Role & Responsibilities
We are looking for a dedicated Site Reliability Engineer (SRE) - Cloud Ops to join our team. In this role, you will play a key part in ensuring the stability and scalability of our cloud infrastructure. You will be responsible for monitoring, troubleshooting, and resolving infrastructure and application alerts, managing pipelines, and addressing environment-related issues in a dynamic 24/7 operational environment.
Key Responsibilities:
- Infrastructure Monitoring and Alert Response: Proactively monitor infrastructure and application alerts, ensuring prompt resolution to maintain uptime and performance.

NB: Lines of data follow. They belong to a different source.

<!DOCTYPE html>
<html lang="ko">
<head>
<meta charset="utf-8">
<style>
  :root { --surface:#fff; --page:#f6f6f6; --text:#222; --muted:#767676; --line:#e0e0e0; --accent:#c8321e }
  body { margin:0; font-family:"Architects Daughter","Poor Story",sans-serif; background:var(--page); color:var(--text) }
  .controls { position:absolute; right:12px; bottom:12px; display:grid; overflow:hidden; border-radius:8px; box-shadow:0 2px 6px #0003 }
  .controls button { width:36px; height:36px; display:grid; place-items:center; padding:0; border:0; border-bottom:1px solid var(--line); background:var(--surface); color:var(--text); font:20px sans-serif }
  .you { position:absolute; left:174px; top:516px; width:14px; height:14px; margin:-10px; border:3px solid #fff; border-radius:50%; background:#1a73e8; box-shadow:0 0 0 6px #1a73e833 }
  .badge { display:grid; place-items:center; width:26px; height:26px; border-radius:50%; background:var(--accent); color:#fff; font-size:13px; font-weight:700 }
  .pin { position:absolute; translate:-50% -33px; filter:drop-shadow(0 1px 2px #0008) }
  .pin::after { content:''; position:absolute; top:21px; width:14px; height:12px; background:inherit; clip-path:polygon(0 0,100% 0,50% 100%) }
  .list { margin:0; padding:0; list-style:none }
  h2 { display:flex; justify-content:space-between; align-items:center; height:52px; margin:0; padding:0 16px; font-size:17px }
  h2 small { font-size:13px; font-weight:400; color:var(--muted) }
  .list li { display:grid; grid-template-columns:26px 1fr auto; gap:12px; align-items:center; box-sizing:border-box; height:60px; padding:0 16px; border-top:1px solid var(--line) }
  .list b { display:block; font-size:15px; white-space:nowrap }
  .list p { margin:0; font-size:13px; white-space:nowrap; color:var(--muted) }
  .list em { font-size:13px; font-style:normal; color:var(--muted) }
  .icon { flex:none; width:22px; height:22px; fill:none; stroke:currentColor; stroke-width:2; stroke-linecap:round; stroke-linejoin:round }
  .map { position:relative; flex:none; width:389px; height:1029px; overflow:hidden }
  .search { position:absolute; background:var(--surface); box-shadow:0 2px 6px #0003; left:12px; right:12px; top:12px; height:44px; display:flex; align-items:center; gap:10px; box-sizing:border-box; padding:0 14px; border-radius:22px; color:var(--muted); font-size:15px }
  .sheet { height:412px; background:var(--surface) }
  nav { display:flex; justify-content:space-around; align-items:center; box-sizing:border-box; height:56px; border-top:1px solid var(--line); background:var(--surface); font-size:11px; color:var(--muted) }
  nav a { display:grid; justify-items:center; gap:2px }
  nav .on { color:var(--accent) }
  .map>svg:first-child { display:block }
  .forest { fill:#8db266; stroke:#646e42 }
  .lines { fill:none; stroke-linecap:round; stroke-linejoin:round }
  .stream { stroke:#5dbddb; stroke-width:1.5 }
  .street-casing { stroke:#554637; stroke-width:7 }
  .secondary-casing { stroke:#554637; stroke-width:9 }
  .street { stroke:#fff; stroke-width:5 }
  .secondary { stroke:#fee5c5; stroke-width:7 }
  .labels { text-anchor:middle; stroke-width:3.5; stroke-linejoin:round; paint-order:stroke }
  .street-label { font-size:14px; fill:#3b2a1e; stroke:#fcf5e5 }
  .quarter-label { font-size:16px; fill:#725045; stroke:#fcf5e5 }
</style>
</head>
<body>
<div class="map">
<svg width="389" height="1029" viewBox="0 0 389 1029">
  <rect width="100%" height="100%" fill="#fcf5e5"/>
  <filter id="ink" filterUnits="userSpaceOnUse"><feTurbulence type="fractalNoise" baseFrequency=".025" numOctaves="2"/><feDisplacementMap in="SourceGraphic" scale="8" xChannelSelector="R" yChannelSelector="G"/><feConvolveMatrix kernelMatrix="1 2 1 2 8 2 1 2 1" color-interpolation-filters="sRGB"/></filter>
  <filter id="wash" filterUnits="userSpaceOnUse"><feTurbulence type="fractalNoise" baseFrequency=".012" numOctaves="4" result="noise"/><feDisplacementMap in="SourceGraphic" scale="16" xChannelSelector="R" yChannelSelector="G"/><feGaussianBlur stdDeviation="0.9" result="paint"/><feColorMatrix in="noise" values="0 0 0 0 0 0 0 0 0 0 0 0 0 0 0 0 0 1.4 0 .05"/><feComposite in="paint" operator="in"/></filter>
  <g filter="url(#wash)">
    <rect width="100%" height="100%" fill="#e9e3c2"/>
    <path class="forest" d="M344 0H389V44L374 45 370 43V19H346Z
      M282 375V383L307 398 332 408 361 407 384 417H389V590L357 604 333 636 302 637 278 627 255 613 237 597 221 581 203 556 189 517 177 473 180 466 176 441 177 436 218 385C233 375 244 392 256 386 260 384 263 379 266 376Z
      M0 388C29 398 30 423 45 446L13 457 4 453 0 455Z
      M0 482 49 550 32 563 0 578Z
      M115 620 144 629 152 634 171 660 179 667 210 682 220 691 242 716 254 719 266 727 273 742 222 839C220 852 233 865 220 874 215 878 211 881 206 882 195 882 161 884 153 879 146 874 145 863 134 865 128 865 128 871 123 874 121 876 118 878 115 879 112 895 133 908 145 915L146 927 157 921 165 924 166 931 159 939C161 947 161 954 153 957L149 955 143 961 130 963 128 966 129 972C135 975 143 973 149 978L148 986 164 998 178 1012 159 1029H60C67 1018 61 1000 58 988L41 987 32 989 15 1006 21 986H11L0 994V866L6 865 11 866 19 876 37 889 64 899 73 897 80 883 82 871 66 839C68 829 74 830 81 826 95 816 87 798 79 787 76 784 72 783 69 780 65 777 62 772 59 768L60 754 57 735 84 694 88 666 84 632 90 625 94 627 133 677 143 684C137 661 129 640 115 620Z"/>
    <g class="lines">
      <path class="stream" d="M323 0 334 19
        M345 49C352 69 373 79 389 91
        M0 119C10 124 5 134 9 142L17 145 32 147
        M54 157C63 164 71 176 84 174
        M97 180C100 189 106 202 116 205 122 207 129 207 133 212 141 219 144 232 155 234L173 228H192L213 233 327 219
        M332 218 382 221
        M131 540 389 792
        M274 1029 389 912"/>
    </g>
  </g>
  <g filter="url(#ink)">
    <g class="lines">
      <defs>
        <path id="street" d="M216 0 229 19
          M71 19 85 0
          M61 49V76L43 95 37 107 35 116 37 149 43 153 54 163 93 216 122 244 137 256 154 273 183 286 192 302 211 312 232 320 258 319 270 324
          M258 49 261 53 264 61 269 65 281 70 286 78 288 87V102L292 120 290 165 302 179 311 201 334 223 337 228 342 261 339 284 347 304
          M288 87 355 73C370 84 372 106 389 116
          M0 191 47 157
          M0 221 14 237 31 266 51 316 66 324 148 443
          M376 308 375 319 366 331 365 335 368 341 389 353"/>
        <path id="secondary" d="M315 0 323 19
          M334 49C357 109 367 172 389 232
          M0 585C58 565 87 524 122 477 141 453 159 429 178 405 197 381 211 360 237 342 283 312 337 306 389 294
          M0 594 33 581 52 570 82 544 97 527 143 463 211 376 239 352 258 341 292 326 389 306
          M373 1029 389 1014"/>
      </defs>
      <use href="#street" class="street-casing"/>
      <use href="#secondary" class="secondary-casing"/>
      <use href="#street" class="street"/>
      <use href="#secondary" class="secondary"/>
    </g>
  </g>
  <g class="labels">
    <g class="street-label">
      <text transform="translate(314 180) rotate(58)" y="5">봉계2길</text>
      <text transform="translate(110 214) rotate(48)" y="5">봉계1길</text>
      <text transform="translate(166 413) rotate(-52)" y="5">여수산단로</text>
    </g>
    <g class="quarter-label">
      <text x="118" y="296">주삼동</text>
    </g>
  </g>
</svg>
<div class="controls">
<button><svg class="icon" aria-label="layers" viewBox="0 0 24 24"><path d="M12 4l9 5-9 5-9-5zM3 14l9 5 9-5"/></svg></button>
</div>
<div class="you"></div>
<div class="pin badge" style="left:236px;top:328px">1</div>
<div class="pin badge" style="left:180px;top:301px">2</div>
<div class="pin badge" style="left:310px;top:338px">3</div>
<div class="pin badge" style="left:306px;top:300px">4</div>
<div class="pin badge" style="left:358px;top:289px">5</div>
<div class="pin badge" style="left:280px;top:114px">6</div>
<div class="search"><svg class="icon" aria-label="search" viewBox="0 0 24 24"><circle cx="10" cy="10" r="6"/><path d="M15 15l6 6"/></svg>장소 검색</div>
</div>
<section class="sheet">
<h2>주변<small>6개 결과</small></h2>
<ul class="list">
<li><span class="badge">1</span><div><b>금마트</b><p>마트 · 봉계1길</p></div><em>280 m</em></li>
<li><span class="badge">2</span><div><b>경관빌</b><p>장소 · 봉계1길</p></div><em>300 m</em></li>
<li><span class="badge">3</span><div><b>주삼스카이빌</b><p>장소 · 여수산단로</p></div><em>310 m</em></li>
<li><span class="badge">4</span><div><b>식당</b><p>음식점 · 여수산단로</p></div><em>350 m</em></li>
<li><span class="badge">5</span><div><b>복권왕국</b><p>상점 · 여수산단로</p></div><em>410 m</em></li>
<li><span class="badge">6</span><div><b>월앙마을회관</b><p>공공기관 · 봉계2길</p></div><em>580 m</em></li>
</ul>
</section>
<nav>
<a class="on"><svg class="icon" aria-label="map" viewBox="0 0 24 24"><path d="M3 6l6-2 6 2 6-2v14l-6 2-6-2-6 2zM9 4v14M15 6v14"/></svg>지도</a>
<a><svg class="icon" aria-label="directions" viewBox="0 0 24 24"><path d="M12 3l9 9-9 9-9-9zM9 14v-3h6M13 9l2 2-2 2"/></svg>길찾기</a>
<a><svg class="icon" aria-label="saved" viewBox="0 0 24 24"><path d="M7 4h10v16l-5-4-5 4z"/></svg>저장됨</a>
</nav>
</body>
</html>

- Shift-Based Operations: Work in a 24/7 environment with flexible availability for rotational shifts.
- Cloud Environment Management: Manage and resolve environment-related issues, focusing on stability and efficiency.
- Pipeline Management: Oversee CI/CD pipelines and ensure smooth deployment of updates and releases.
- Operational Tasks: Execute day-to-day operational activities, including incident management, change management, and maintaining operational excellence.
- Tool Management: Utilize tools like Kubernetes, PagerDuty, and GCP Cloud to support operational activities.
Ideal Candidate
- B.E/B.Tech graduate with 1+ years of experience in Site Reliability, Cloud Ops
- Monitoring and Alerting Expertise: In-depth knowledge of monitoring tools (Prometheus, Grafana, ELK ) , alert systems, and resolving related issues promptly.
- Kubernetes: Hands-on experience with Kubernetes for orchestration and container management.
- PagerDuty: Proficiency in setting up and managing alerting systems.
- Cloud Fundamentals: Basic understanding of GCP (Google Cloud Platform) services and operations.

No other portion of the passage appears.